Staying on the Right Side of the Law in a Digital World
With greater numbers of companies than ever before conducting business online, it’s never been more important to be aware of the rules and regulations governing global e-commerce.
Below Ed Wright, Partner in the commercial team at Shakespeare Martineau, explains that understanding consumer protection and GDPR, as well as how contracts and agreements should be structured, is vital to e-commerce success.
Before anything else, companies must establish how their business model fits inside various regulatory frameworks. For business to business organisations, there is a regulatory regime that they must comply with, but they often have the ability to contract around these regulations, as long as data is processed securely. On the other hand, business to consumer organisations are not only required to follow e-commerce regulations, but they must also comply with a whole layer of compulsory consumer protection legislation. Therefore, the measures that should be taken and what visibility is needed depends heavily on the type of the business and its target customer.
E-commerce has given rise to a host of complexities that were not present “offline”. In order to ensure their protection, consumers must not be placed in a position where they are disadvantaged or unfairly treated. This has led to an increase in the level of consent that is required – specific, informed, unambiguous and given by affirming action – due to its now wide-spread collection and usage, and a resulting reliance for the purposes of contract performance, regulatory compliance or a business’ legitimate interests.
Transparency is key, and consumers must be provided with all the information they need about the business with whom they are dealing, the products or services they are buying, contract processes, how any personal data collected will be stored or shared, and their statutory rights as a consumer or data subject. If a business fails to provide this critical information, consumers may be able to treat the contract with the vendor as void. As well as this, because personal data is so easy to obtain from online sales, businesses must only take essential information and inform consumers of how it will be used, including if it is going to be seen by third parties. If third parties are going to be handling the data, they should be instructed on the correct way to do so, ensuring their actions are in line with the company policy.
Cancellation rights must also be supplied to the consumer for online sales, as trapping them into a sale would break consumer protection regulations. Businesses cannot avoid the cancellation process, so keeping consumers ill-informed only extends the procedure, causing unnecessary issues for both the company and those that have purchased goods from them.
An all-pervading issue in e-commerce, GDPR is another form of consumer protection, which aims to stop the sharing or other use of a person’s data without their consent, as well as stopping businesses from being able to rely on other lawful grounds. All businesses should have their own data protection standards, which cover how employees are expected to deal with any personal data they obtain.

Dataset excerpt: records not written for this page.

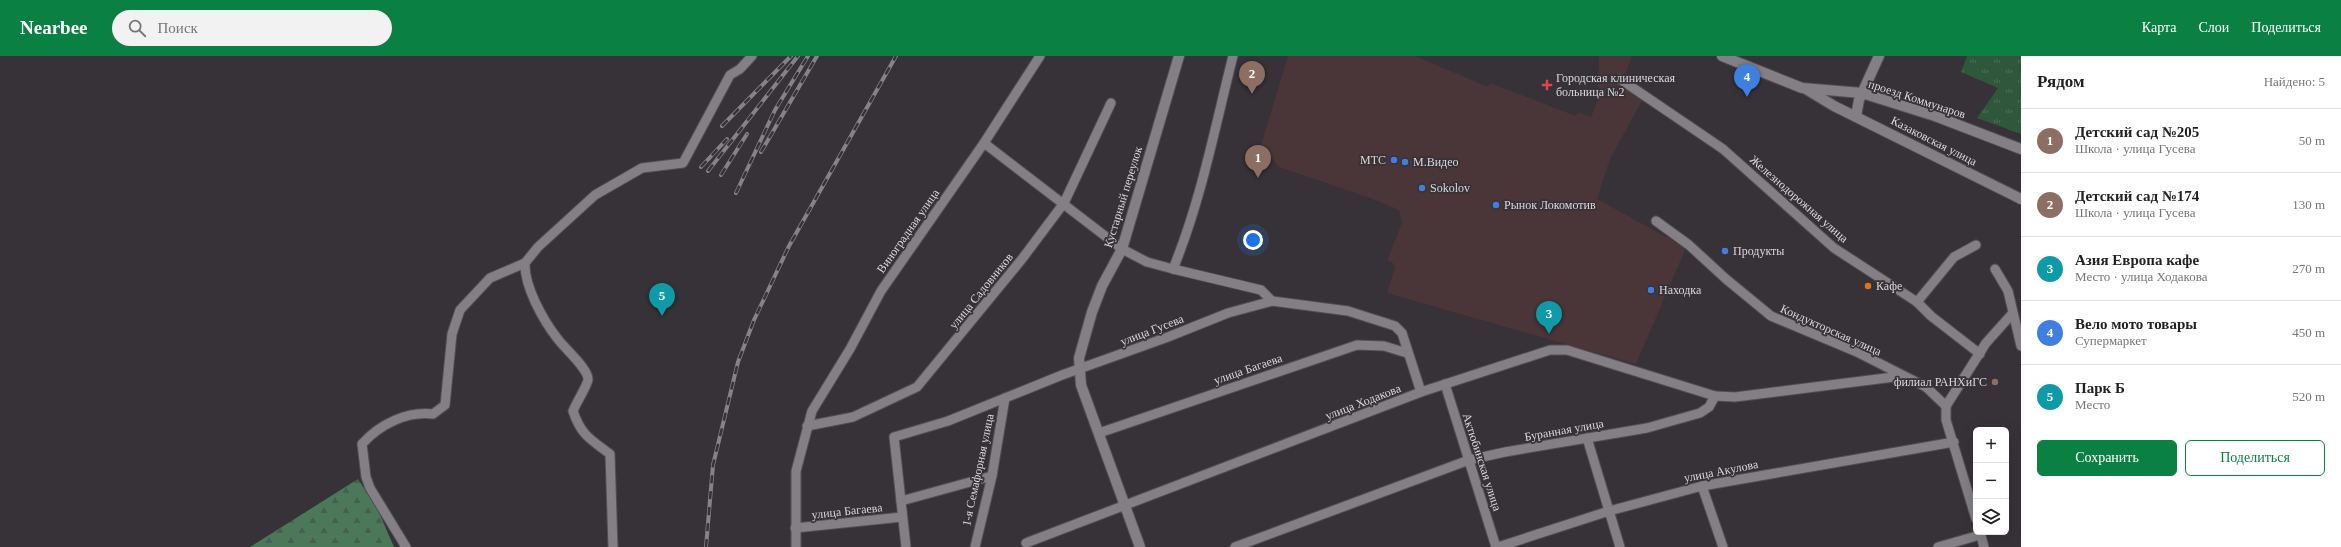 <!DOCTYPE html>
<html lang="ru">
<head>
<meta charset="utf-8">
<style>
	:root { --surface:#fff; --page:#f2f2f2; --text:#222; --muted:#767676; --line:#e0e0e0; --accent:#0b8043 }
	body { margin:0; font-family:"Times New Roman",serif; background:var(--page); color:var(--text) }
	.controls { position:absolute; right:12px; bottom:12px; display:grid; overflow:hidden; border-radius:6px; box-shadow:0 4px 16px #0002 }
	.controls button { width:36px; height:36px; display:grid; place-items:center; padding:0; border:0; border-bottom:1px solid var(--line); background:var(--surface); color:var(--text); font:20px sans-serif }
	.you { position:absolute; left:1253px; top:184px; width:14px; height:14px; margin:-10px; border:3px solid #fff; border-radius:50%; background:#1a73e8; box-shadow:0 0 0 6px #1a73e833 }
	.badge { display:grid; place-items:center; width:26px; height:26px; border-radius:50%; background:var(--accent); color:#fff; font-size:13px; font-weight:700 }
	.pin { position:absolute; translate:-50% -33px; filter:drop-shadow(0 1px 2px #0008) }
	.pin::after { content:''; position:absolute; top:21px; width:14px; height:12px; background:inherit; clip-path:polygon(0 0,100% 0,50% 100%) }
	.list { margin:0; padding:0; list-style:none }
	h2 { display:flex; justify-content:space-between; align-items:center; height:52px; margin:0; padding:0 16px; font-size:17px }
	h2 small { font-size:13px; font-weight:400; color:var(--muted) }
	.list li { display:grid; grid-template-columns:26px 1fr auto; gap:12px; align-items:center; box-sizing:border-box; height:64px; padding:0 16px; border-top:1px solid var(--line) }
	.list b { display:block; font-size:15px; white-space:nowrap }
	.list p { margin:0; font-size:13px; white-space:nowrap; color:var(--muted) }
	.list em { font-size:13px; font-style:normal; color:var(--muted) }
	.actions { display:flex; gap:8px; padding:12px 16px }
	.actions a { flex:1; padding:9px 0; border:1px solid var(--accent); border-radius:6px; text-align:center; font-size:14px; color:var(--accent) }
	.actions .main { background:var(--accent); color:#fff }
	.icon { flex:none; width:22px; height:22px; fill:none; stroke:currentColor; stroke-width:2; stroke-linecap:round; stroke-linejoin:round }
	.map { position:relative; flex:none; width:2021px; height:491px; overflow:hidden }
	header { display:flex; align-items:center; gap:24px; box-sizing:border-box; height:56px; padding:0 20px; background:var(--accent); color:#fff }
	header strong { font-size:19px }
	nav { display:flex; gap:22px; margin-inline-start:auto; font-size:14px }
	.search { width:280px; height:36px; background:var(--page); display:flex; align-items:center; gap:10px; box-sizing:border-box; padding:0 14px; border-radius:22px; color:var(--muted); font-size:15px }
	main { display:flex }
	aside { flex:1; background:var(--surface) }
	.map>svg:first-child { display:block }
	.commercial { fill:#4a3538 }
	.grass { fill:url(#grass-tufts) }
	.forest { fill:url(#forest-firs) }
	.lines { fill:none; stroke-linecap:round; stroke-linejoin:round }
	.minor-casing { stroke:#524f54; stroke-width:11 }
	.tertiary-casing { stroke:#524f54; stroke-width:12 }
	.minor { stroke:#837f85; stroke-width:9 }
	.tertiary { stroke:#837f85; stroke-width:10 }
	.rail-casing { stroke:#868387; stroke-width:4 }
	.rail { stroke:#363238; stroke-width:2.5; stroke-dasharray:8; stroke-linecap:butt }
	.health-dot { fill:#e0444e; stroke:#363238; stroke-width:1.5 }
	.shop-dot { fill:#3f7fe0; stroke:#363238; stroke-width:1.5 }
	.food-dot { fill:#e8710a; stroke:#363238; stroke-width:1.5 }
	.education-dot { fill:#8d6e63; stroke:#363238; stroke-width:1.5 }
	.labels { text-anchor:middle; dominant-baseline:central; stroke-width:3.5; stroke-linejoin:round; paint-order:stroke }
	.poi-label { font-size:12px; fill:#dad8db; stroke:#363238; text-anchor:start }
	.street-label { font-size:12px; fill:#dad8db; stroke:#363238 }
</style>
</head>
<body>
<header>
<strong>Nearbee</strong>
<div class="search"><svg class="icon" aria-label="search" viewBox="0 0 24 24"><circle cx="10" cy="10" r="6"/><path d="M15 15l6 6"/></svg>Поиск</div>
<nav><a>Карта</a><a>Слои</a><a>Поделиться</a></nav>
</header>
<main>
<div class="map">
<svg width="2021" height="491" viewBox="0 0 2021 491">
	<defs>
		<pattern id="grass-tufts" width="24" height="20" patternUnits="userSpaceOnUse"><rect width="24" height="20" fill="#2f573b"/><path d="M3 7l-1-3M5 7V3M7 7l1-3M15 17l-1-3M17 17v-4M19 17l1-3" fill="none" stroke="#4d6e57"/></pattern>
		<pattern id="forest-firs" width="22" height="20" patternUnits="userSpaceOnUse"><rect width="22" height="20" fill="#4b7858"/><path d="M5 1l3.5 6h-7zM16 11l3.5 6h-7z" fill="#465f4e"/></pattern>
	</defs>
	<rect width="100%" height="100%" fill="#363238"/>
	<path class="commercial" d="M1288 0H1415L1488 31 1490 27 1576 60 1578 56 1591 61 1598 43 1599 0H1632L1625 19 1645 35 1643 43 1610 103 1597 143 1681 189 1685 194 1636 308 1387 237 1395 211 1393 207 1387 205 1402 166 1399 154 1373 143 1279 111 1261 89Z"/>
	<path class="grass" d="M1967 0H2021V78L1977 62 1998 32 1961 16Z"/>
	<path class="forest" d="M358 423 377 452 394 491H250Z"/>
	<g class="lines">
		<g class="minor-casing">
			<g id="minor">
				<path d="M1620 23 1723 93 1834 192 1917 246 1931 260 1980 298"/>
				<path d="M984 87 1122 193 1147 206 1173 213 1261 234 1272 245"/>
				<path d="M1656 165 1689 189 1726 223 1771 260 1857 296 1926 331 1946 350"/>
				<path d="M1173 213C1201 145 1215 71 1233 0"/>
				<path d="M1995 213 2008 235 2021 290"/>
				<path d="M1917 246 1954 201 1976 189"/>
				<path d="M1445 328 1496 491"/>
				<path d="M807 370 853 361 917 331 1022 203 1064 147 1111 47"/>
				<path d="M1099 377 1357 289 1384 290 1407 297"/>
				<path d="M1587 382 1620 491"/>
				<path d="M1702 430 1723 491"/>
				<path d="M901 445 992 420"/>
				<path d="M1976 463 1946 364V350L1986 287 2012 258"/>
				<path d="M795 472 902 461"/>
				<path d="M1980 476 1984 491"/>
				<path d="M1026 487 1421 336 1550 294H1567L1715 340"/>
				<path d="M406 491 370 432 366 421 362 388C380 368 407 355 433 358L445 349 452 278 460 254 490 222 525 207"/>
				<path d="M613 491 610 398C590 383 581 379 573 355 576 347 587 330 588 324 589 313 564 292 557 282 543 264 524 230 525 207L538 191 595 139 642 112 683 107 730 19 740 13 752 0"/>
				<path d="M796 491V415L812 355 850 293 881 235 984 87 1040 0"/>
				<path d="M906 491 894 381 948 365 1062 319 1168 281 1228 257 1272 245 1348 255 1395 270 1402 277 1421 336"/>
				<path d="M975 491 992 420 1005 342"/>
				<path d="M1235 491 1469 404 1505 396 1647 372 1700 357 1709 351 1715 340 1735 341 1902 320"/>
				<path d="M1498 491 1609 455 1702 430 1954 386"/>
				<path d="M1938 491 1980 479"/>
			</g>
		</g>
		<g class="tertiary-casing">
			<g id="tertiary">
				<path d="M1722 0 1802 32 1862 37 1935 60 2021 93"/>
				<path d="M1806 33 1834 50 2021 143"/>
				<path d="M1856 60 1859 44 1879 0"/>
				<path d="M1140 491 1081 329 1079 302 1092 256 1102 230 1122 193 1179 0"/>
			</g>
		</g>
		<use href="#minor" class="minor"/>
		<use href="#tertiary" class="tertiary"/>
		<g class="rail-casing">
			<g id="rail">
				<path d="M722 70 791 0"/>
				<path d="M761 96 817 0"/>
				<path d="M701 111 727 83"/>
				<path d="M708 115 798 0"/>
				<path d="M721 119 747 78"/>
				<path d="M736 137 775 54 808 0"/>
				<path d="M706 491 713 409 738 306 754 264 789 190 896 0"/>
			</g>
		</g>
		<use href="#rail" class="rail"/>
	</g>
	<path class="health-dot" d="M1545 23h4v4h4v4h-4v4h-4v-4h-4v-4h4z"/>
	<g class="shop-dot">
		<circle cx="1394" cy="104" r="4"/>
		<circle cx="1405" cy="106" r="4"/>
		<circle cx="1422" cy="132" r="4"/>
		<circle cx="1496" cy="149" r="4"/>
		<circle cx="1725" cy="195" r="4"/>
		<circle cx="1651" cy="234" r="4"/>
	</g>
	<circle class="food-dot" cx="1868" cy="230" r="4"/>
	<circle class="education-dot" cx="1995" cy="326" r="4"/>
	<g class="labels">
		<g class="poi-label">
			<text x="1556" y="22">Городская клиническая<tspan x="1556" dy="14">больница №2</tspan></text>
			<text x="1386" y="104" text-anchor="end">МТС</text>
			<text x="1413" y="106">М.Видео</text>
			<text x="1430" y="132">Sokolov</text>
			<text x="1504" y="149">Рынок Локомотив</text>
			<text x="1733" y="195">Продукты</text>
			<text x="1876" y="230">Кафе</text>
			<text x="1659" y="234">Находка</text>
			<text x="1987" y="326" text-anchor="end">филиал РАНХиГС</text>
		</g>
		<g class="street-label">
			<text transform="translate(1917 43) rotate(18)">проезд Коммунаров</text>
			<text transform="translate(1934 85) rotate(27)">Казаковская улица</text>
			<text transform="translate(1123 141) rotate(-73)">Кустарный переулок</text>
			<text transform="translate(1799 143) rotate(41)">Железнодорожная улица</text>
			<text transform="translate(908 175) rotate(-55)">Виноградная улица</text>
			<text transform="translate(981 235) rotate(-51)">улица Садовников</text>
			<text transform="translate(1152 274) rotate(-21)">улица Гусева</text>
			<text transform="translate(1831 274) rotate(24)">Кондукторская улица</text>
			<text transform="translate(1248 313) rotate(-19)">улица Багаева</text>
			<text transform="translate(1363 346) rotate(-21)">улица Ходакова</text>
			<text transform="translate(1564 374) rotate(-10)">Буранная улица</text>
			<text transform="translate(1482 406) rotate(72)">Актюбинская улица</text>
			<text transform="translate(978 414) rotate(-78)">1-я Семафорная улица</text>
			<text transform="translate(1721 415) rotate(-11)">улица Акулова</text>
			<text transform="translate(847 455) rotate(-6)">улица Багаева</text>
		</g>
	</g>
</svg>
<div class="controls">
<button>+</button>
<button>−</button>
<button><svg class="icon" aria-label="layers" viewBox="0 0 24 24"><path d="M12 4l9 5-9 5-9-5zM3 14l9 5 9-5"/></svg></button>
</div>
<div class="you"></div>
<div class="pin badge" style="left:1258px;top:122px;background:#8d6e63">1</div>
<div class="pin badge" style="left:1252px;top:38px;background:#8d6e63">2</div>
<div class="pin badge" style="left:1549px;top:278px;background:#0f9aa8">3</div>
<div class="pin badge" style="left:1747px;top:41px;background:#3f7fe0">4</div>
<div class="pin badge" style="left:662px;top:260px;background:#0f9aa8">5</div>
</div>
<aside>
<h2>Рядом<small>Найдено: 5</small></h2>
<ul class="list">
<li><span class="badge" style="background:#8d6e63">1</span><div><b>Детский сад №205</b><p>Школа · улица Гусева</p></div><em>50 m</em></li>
<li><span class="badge" style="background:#8d6e63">2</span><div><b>Детский сад №174</b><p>Школа · улица Гусева</p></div><em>130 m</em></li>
<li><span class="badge" style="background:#0f9aa8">3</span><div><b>Азия Европа кафе</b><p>Место · улица Ходакова</p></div><em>270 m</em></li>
<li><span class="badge" style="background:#3f7fe0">4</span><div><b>Вело мото товары</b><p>Супермаркет</p></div><em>450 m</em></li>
<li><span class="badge" style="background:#0f9aa8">5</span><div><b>Парк Б</b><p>Место</p></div><em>520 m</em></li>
</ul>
<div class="actions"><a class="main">Сохранить</a><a>Поделиться</a></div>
</aside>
</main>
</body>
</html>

Every business, and employee acting on its behalf, must follow GDPR regulations throughout the process of a sale, meaning security measures need to be in place if data is to be shared outside the country where data protection laws may differ.
Common GDPR pitfalls can often arise from a lack of awareness and compliance by processors engaging in some form of data processing for data controllers.
Common GDPR pitfalls can often arise from a lack of awareness and compliance by processors engaging in some form of data processing for data controllers. However, if processes are regularly assessed, and altered if they are not secure enough, GDPR does not have to be a headache. Businesses are now held specifically accountable for being able to evidence their GDPR compliance and keeping good records of all personal data held, the processing of such data and lawful grounds for doing so, and any process alterations is an ideal way to do this.
Accountability is also no longer purely attached to data controllers. Those who process the data can now be held accountable too and have their own requirements which they must follow. Businesses need to ensure all of their employees carefully consider their role in the protection of personal data to avoid being fined.
The consequences of data breaches are not to be taken lightly. Originally, the maximum fine for a breach was 500,000 euros, however, many businesses were still abusing personal data by sending out mass marketing emails. To tackle this issue, the fines were increased. For relatively minor, procedural non-compliance breaches, businesses may be fined up to 10,000,000 euros or two percent of annual worldwide turnover, depending on scale and severity of consequence. For more severe breaches, including abusive or unscrupulous use of personal data or non-observance of data subject rights, businesses may face fines of up to 20,000,000 euros or four percent of annual worldwide turnover, again depending on scale and severity of consequence.
With those figures in mind, it is clear that companies must be extremely careful that they comply with e-commerce regulations. As long as they make sure that the information they supply is easy to understand and covers every step of the sales process, there should be no issues. E-commerce requires complete certainty on both sides, with transparency being at its heart.